## Problem requirements
Write each entry out again exactly as it was given.

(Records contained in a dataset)

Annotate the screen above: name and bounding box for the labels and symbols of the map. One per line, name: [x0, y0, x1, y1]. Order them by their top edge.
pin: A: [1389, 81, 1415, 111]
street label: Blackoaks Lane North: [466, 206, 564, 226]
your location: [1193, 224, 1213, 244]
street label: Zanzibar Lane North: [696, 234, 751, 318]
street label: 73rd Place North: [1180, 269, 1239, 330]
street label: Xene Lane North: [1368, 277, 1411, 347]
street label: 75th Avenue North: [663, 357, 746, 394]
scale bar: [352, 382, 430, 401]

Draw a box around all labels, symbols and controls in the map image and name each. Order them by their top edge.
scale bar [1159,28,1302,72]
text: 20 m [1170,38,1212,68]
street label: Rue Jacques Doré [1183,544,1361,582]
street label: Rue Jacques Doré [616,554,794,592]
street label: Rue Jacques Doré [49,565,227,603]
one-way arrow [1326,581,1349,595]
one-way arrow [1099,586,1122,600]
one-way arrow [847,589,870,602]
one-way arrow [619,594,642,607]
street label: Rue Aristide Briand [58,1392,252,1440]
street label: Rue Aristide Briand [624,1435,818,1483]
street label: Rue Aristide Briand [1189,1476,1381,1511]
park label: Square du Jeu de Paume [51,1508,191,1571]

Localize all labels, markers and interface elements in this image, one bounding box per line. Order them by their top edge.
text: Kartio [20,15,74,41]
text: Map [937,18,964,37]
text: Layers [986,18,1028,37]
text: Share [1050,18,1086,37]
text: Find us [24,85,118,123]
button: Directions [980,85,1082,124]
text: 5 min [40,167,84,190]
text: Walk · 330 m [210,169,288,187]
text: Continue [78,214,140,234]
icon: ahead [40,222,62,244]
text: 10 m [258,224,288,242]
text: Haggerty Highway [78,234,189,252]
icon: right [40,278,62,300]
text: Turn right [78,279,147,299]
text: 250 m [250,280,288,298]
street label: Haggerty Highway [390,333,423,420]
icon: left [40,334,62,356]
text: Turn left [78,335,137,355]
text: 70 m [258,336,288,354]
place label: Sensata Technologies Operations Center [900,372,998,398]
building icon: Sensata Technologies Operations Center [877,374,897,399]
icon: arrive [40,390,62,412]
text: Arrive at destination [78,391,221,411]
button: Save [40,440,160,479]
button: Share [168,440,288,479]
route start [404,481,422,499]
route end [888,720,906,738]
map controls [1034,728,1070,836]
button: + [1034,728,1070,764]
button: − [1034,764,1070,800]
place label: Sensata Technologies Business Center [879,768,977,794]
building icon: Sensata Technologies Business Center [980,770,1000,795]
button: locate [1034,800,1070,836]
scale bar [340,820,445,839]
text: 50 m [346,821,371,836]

## Task answer
Annotate the screen above: name and bounding box for the labels and symbols of the map. One per line, name: [x0, y0, x1, y1]. Order them by their top edge.
pin: A: [1389, 81, 1415, 111]
street label: Blackoaks Lane North: [466, 206, 564, 226]
your location: [1193, 224, 1213, 244]
street label: Zanzibar Lane North: [696, 234, 751, 318]
street label: 73rd Place North: [1180, 269, 1239, 330]
street label: Xene Lane North: [1368, 277, 1411, 347]
street label: 75th Avenue North: [663, 357, 746, 394]
scale bar: [352, 382, 430, 401]

Draw a box around all labels, symbols and controls in the map image and name each. Order them by their top edge.
scale bar [1159,28,1302,72]
text: 20 m [1170,38,1212,68]
street label: Rue Jacques Doré [1183,544,1361,582]
street label: Rue Jacques Doré [616,554,794,592]
street label: Rue Jacques Doré [49,565,227,603]
one-way arrow [1326,581,1349,595]
one-way arrow [1099,586,1122,600]
one-way arrow [847,589,870,602]
one-way arrow [619,594,642,607]
street label: Rue Aristide Briand [58,1392,252,1440]
street label: Rue Aristide Briand [624,1435,818,1483]
street label: Rue Aristide Briand [1189,1476,1381,1511]
park label: Square du Jeu de Paume [51,1508,191,1571]

Localize all labels, markers and interface elements in this image, one bounding box per line. Order them by their top edge.
text: Kartio [20,15,74,41]
text: Map [937,18,964,37]
text: Layers [986,18,1028,37]
text: Share [1050,18,1086,37]
text: Find us [24,85,118,123]
button: Directions [980,85,1082,124]
text: 5 min [40,167,84,190]
text: Walk · 330 m [210,169,288,187]
text: Continue [78,214,140,234]
icon: ahead [40,222,62,244]
text: 10 m [258,224,288,242]
text: Haggerty Highway [78,234,189,252]
icon: right [40,278,62,300]
text: Turn right [78,279,147,299]
text: 250 m [250,280,288,298]
street label: Haggerty Highway [390,333,423,420]
icon: left [40,334,62,356]
text: Turn left [78,335,137,355]
text: 70 m [258,336,288,354]
place label: Sensata Technologies Operations Center [900,372,998,398]
building icon: Sensata Technologies Operations Center [877,374,897,399]
icon: arrive [40,390,62,412]
text: Arrive at destination [78,391,221,411]
button: Save [40,440,160,479]
button: Share [168,440,288,479]
route start [404,481,422,499]
route end [888,720,906,738]
map controls [1034,728,1070,836]
button: + [1034,728,1070,764]
button: − [1034,764,1070,800]
place label: Sensata Technologies Business Center [879,768,977,794]
building icon: Sensata Technologies Business Center [980,770,1000,795]
button: locate [1034,800,1070,836]
scale bar [340,820,445,839]
text: 50 m [346,821,371,836]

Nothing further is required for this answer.